_The data_.
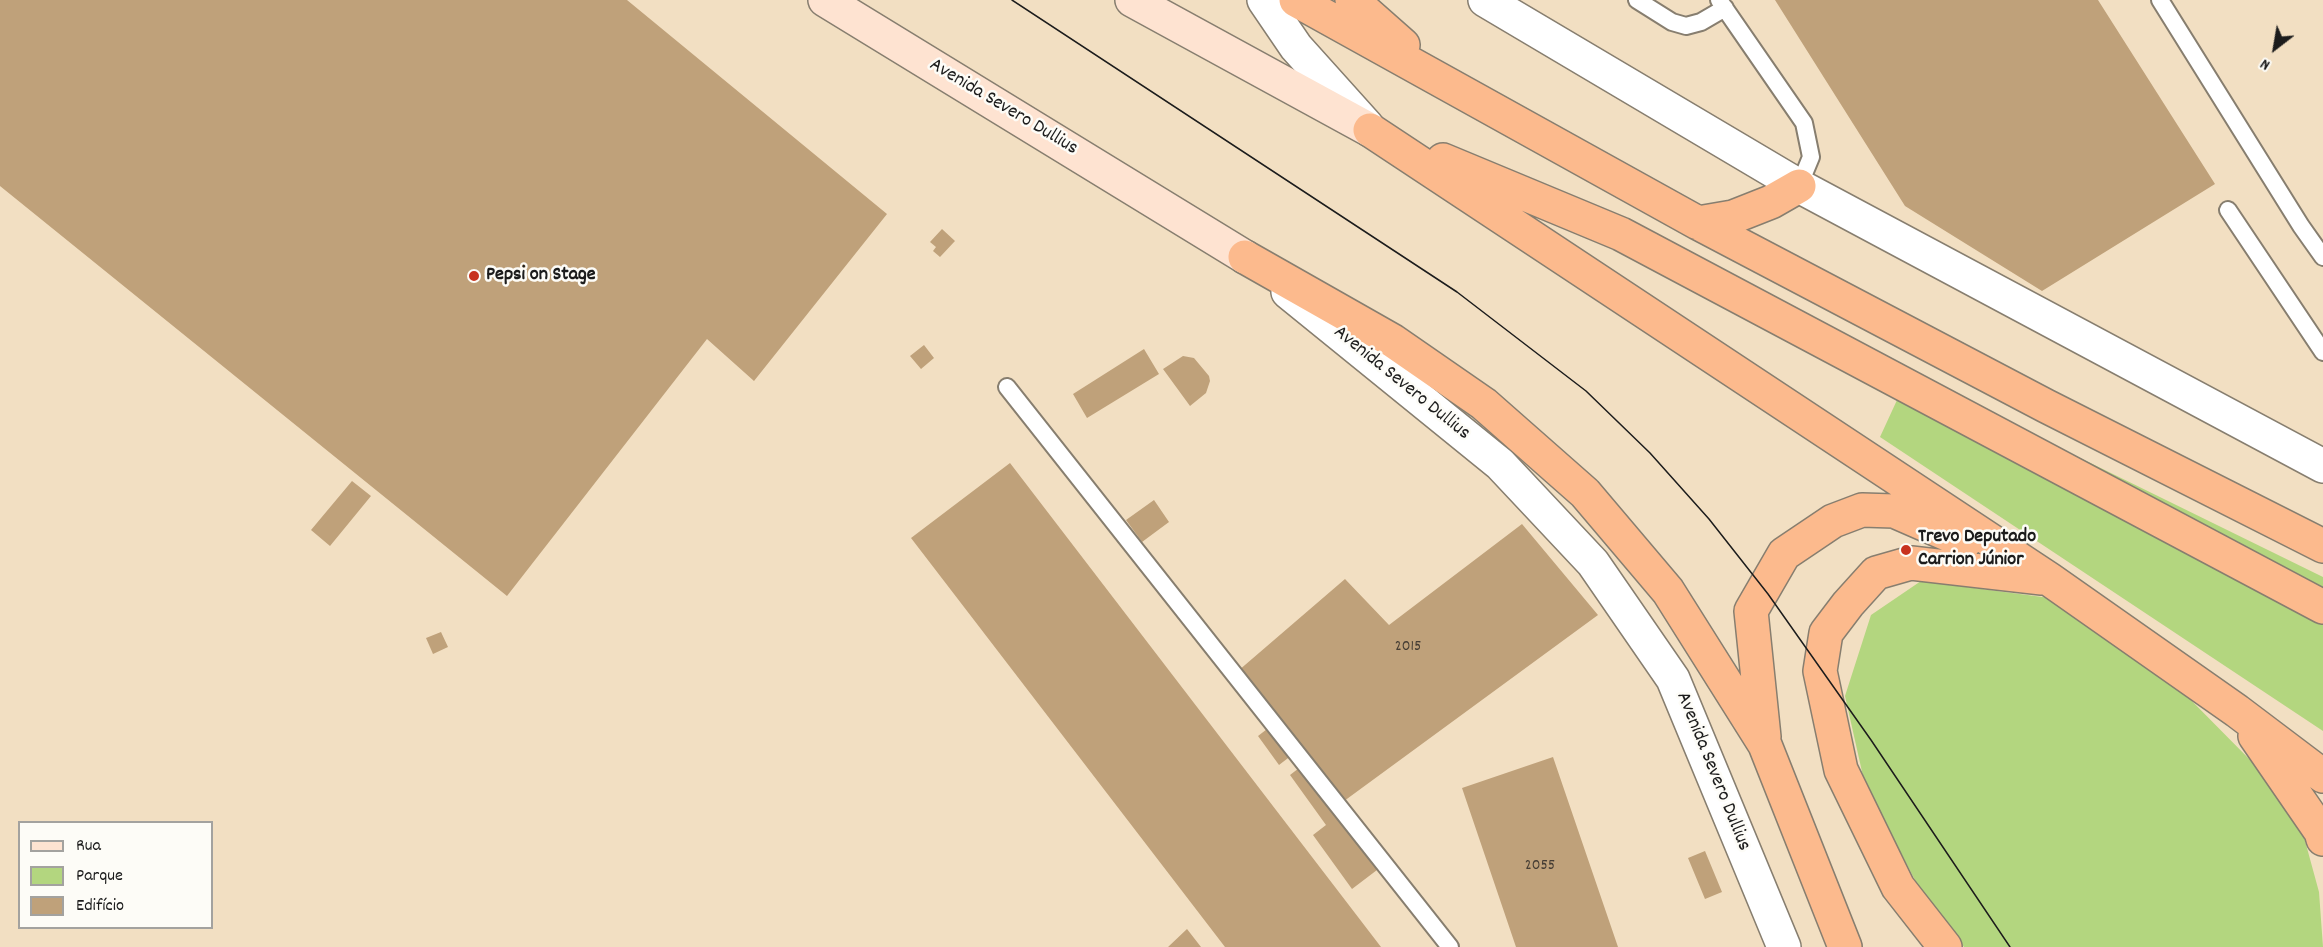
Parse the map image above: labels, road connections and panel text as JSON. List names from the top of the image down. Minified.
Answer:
{"streets":{"main road":["Avenida Severo Dullius"]},"places":["Pepsi on Stage","Trevo Deputado Carrion Júnior"],"house_numbers":["2015","2055"],"legend":["Rua","Parque","Edifício"],"north":"bottom left"}
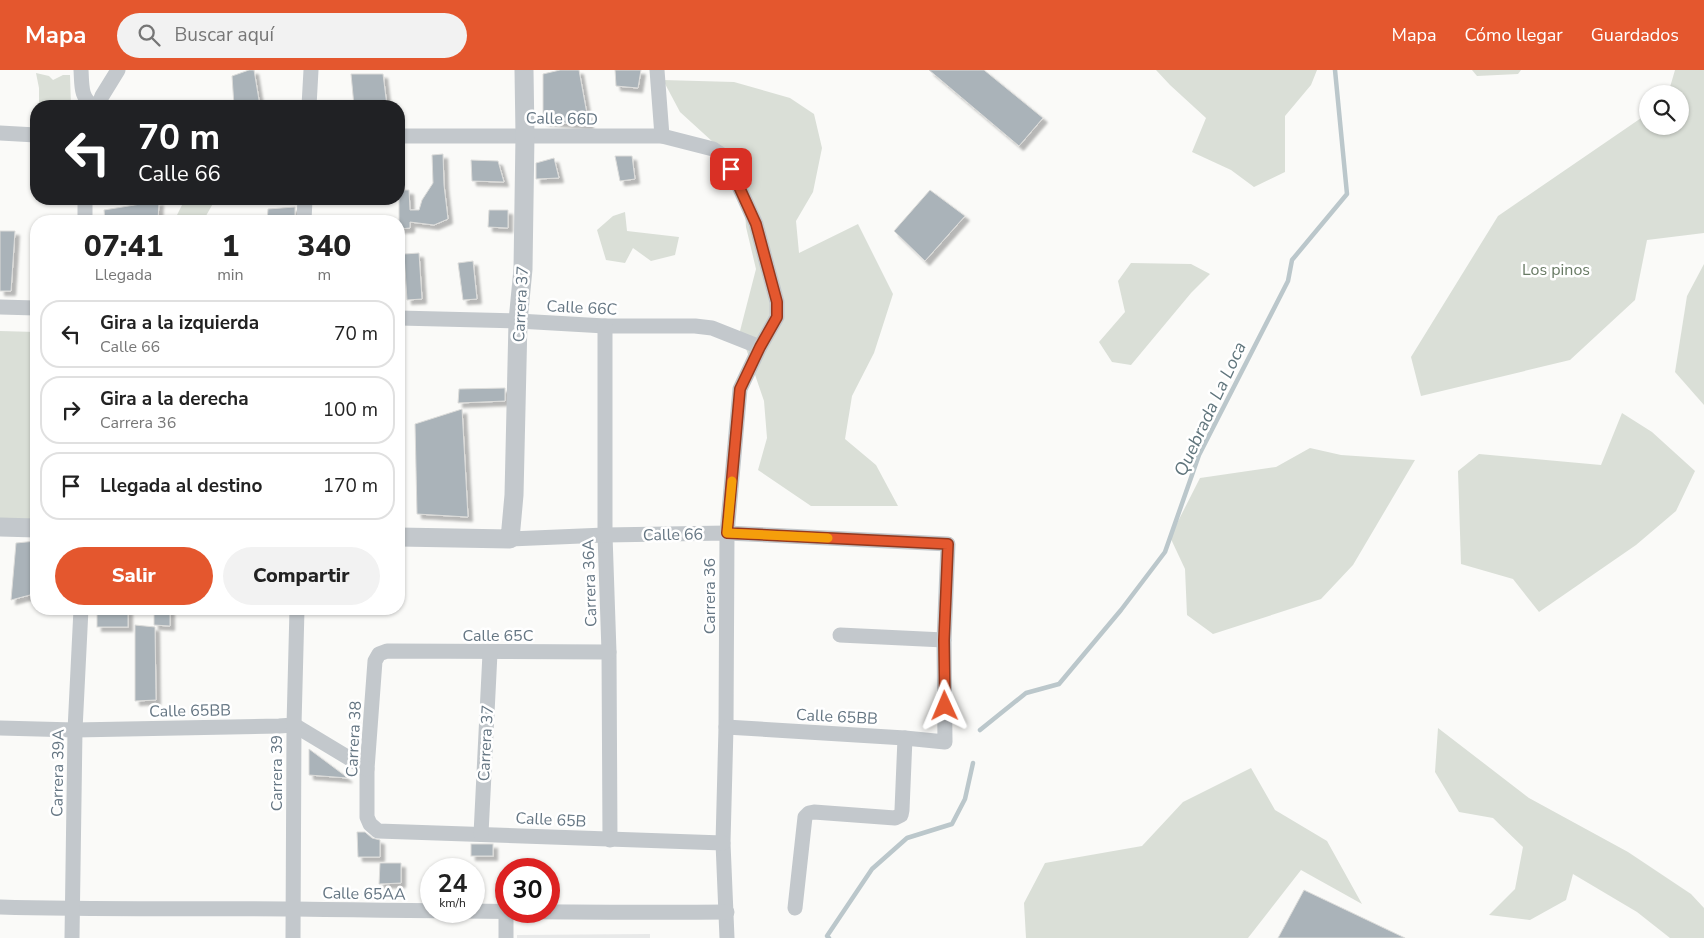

_What is required_.
The data must come back word for word, with every picture removed.

_Written answer_.
Parse the map image above: labels, road connections and panel text as JSON. List names from the top of the image down. Minified.
Answer:
{"streets":{"main road":["Avenida Severo Dullius"]},"places":["Pepsi on Stage","Trevo Deputado Carrion Júnior"],"house_numbers":["2015","2055"],"legend":["Rua","Parque","Edifício"],"north":"bottom left"}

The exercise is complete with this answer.